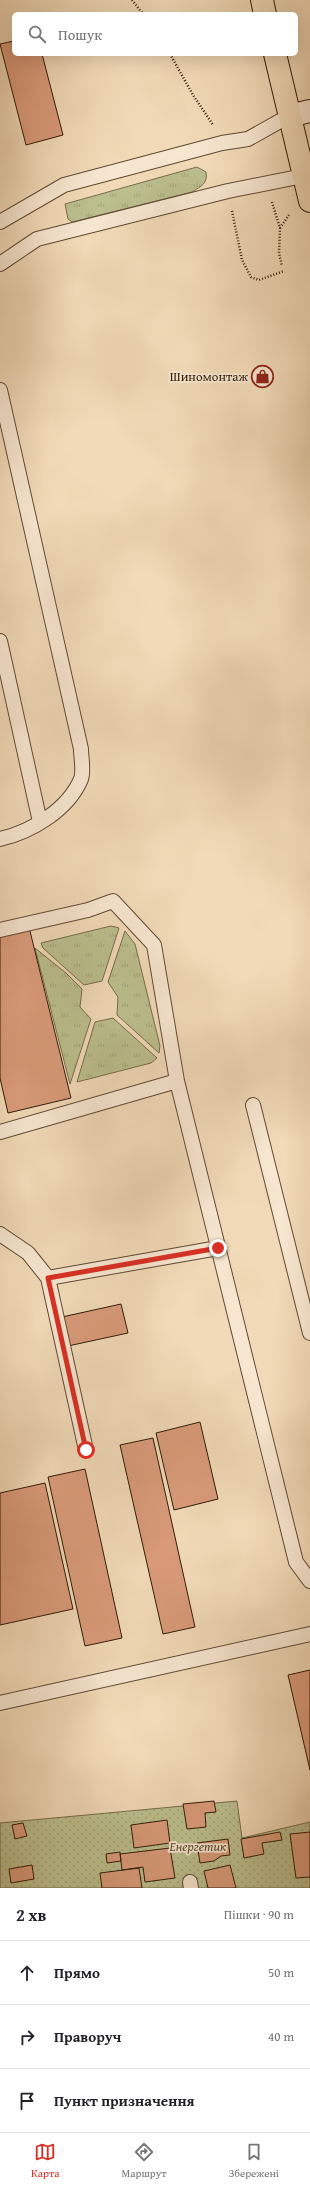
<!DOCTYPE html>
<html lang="uk">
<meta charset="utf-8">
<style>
body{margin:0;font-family:"Gentium Book Plus",serif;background:#f2f2f2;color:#202124}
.stop{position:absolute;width:12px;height:12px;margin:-9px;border:3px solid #d93025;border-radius:50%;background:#fff}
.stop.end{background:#d93025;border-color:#fff;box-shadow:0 1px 4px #0008}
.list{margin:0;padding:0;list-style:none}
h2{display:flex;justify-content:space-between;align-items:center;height:52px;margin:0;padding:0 16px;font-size:17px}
h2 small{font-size:13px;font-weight:400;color:#757577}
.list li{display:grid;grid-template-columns:26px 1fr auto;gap:12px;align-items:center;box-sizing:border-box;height:64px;padding:0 16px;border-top:1px solid #e0e0e0}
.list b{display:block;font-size:15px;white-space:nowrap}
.list em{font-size:13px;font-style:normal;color:#757577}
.icon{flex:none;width:22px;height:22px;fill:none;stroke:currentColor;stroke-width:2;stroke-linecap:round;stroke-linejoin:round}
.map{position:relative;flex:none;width:310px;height:1888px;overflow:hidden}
.search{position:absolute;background:#fff;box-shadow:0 4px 16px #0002;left:12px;right:12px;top:12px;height:44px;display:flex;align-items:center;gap:10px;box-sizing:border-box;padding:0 14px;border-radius:6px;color:#757577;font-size:15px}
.sheet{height:244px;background:#fff}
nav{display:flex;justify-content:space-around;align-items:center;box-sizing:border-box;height:56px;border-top:1px solid #e0e0e0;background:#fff;font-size:11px;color:#757577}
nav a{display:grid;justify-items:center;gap:2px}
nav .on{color:#d93025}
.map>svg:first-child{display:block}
</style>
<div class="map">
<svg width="310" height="1888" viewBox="0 0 310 1888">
<defs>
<pattern id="grass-tufts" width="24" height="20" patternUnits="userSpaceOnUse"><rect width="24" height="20" fill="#bcbf8e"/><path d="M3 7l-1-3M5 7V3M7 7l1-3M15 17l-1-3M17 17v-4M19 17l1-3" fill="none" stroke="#a2a479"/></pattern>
<pattern id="park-dots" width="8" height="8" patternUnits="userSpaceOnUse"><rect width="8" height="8" fill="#bcbf8e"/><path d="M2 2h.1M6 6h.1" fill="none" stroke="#a2a479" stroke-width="1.8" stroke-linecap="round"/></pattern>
</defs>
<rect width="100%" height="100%" fill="#f2dab8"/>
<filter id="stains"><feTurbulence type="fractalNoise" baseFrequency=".005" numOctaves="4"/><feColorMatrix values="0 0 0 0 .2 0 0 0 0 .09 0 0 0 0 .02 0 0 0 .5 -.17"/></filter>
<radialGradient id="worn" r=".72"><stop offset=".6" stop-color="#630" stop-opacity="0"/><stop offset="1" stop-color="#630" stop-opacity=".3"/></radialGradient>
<path fill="url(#grass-tufts)" stroke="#766d4c" d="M197,167l9,5c2,12 -5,14 -14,20l-120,30 -4,-3 -3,-15z
M111,926l8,2 -17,53 -18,4 -41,-37 -2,-5z
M125,931l10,13 25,102 -1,7 -42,-38 1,-18 -10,-15z
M35,948l31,25 16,16 -2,18 11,12 -21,65z
M113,1018l44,40 -6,5 -74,19 18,-60z"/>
<path fill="url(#park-dots)" stroke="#766d4c" d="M237,1801l5,37 68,-16v66h-310v-65z"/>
<path fill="#da9b7a" stroke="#301b09" d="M14,41v13h28l21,81 -37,10 -26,-101z
M29,927l42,171 -63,15 -8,-35v-144z
M121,1304l7,29 -60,13 -6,-29z
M200,1422l18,77 -44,11 -18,-77z
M153,1438l42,189 -32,7 -43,-189z
M85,1469l37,169 -37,8 -37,-169z
M45,1483l28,126 -73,16v-132z
M310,1670v100l-22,-95z
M214,1801l2,11 -11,1 1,14 -19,2 -4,-25z
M167,1820l3,23 -36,5 -3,-23z
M23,1823l4,13 -12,3 -3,-14z
M280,1832l2,8 -20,3 2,11 -20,4 -3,-19z
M310,1832v45l-14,1 -6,-44z
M228,1839l2,16 -9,1 -7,5 -14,2 -3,-20z
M170,1848l5,30 -30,4 -2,-15 -21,3 -2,-16z
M120,1852l1,9 -14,2 -1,-9z
M32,1865l2,14 -23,4 -2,-14z
M230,1865l6,23h-28l-4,-17z
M139,1868l3,20h-40l-2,-15z"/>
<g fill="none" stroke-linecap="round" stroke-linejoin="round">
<defs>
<path id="service" d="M0,222l64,-37 158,-42 26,-4 41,-23
M0,264l37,-25 191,-48 75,-15
M0,390l81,359c0,8 3,23 0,30 -13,31 -50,53 -81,60
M0,641l40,181
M0,930l88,-20 25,-9 41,44 23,136 119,481 14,19
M253,1105l57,228
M0,1132l177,-51
M0,1234l28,19 20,25 170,-30
M48,1278l38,172
M0,1703l310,-69
M190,1882l1,6"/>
<path id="secondary" d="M289,116l21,-5"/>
<path id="primary" d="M262,0l3,14
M275,54l35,147"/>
</defs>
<use href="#service" stroke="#604b35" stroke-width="16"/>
<use href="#secondary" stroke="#301b09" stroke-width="24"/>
<use href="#primary" stroke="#301b09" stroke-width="24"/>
<path stroke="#301b09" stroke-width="2.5" stroke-dasharray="1 2" stroke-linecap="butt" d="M132,0l11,14
M170,54l23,41 20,30
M272,202l8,26 -1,25 3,13
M232,211l10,49 9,17 8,3 25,-9
M280,228l9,-13"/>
<use href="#service" stroke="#f7e7d1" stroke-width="14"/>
<use href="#secondary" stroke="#f7e7d1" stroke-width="22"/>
<use href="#primary" stroke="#f2dab8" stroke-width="22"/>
</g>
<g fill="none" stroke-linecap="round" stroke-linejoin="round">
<path stroke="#d93025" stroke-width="5" d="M86,1450l-38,-172 170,-30"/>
</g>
<defs>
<symbol id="shop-ring" viewBox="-11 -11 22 22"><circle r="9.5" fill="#f7e7d1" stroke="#8f2418" stroke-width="1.5"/><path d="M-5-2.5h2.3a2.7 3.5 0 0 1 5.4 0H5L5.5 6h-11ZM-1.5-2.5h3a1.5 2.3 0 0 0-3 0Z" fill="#8f2418"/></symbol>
</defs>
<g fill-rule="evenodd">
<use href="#shop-ring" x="250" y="364" width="25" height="25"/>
</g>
<g text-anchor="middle" stroke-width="3.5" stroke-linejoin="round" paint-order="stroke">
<g font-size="13" fill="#301b09" stroke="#f7e7d1" text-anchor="end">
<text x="248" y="381">Шиномонтаж</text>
</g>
<g font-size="13" font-style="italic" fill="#5a4c31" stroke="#f7e7d1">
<text x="198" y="1851">Енергетик</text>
</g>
</g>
<rect width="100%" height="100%" filter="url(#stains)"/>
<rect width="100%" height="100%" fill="url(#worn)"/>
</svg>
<div class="stop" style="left:86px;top:1450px"></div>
<div class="stop end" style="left:218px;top:1248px"></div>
<div class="search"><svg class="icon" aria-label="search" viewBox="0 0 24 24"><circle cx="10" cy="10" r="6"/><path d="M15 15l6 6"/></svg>Пошук</div>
</div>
<section class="sheet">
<h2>2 хв<small>Пішки · 90 m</small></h2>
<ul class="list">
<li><svg class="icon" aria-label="ahead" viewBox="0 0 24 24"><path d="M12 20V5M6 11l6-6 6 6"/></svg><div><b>Прямо</b></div><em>50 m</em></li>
<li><svg class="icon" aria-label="right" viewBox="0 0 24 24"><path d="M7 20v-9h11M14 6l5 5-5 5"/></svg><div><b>Праворуч</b></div><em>40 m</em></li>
<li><svg class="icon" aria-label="arrive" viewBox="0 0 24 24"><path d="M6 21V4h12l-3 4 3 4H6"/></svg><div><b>Пункт призначення</b></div></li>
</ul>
</section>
<nav>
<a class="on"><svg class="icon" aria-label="map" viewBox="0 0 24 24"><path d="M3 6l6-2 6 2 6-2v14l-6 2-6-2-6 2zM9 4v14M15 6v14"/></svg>Карта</a>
<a><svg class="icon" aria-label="directions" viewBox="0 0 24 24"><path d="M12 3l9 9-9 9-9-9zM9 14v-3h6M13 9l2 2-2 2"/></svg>Маршрут</a>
<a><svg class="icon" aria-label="saved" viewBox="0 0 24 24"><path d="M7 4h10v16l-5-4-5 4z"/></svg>Збережені</a>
</nav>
┄┄┄┄┄┄
§ **To do**
Provide only the count of lines above in which the word "list" occurs.

§ **Solution to this task**
5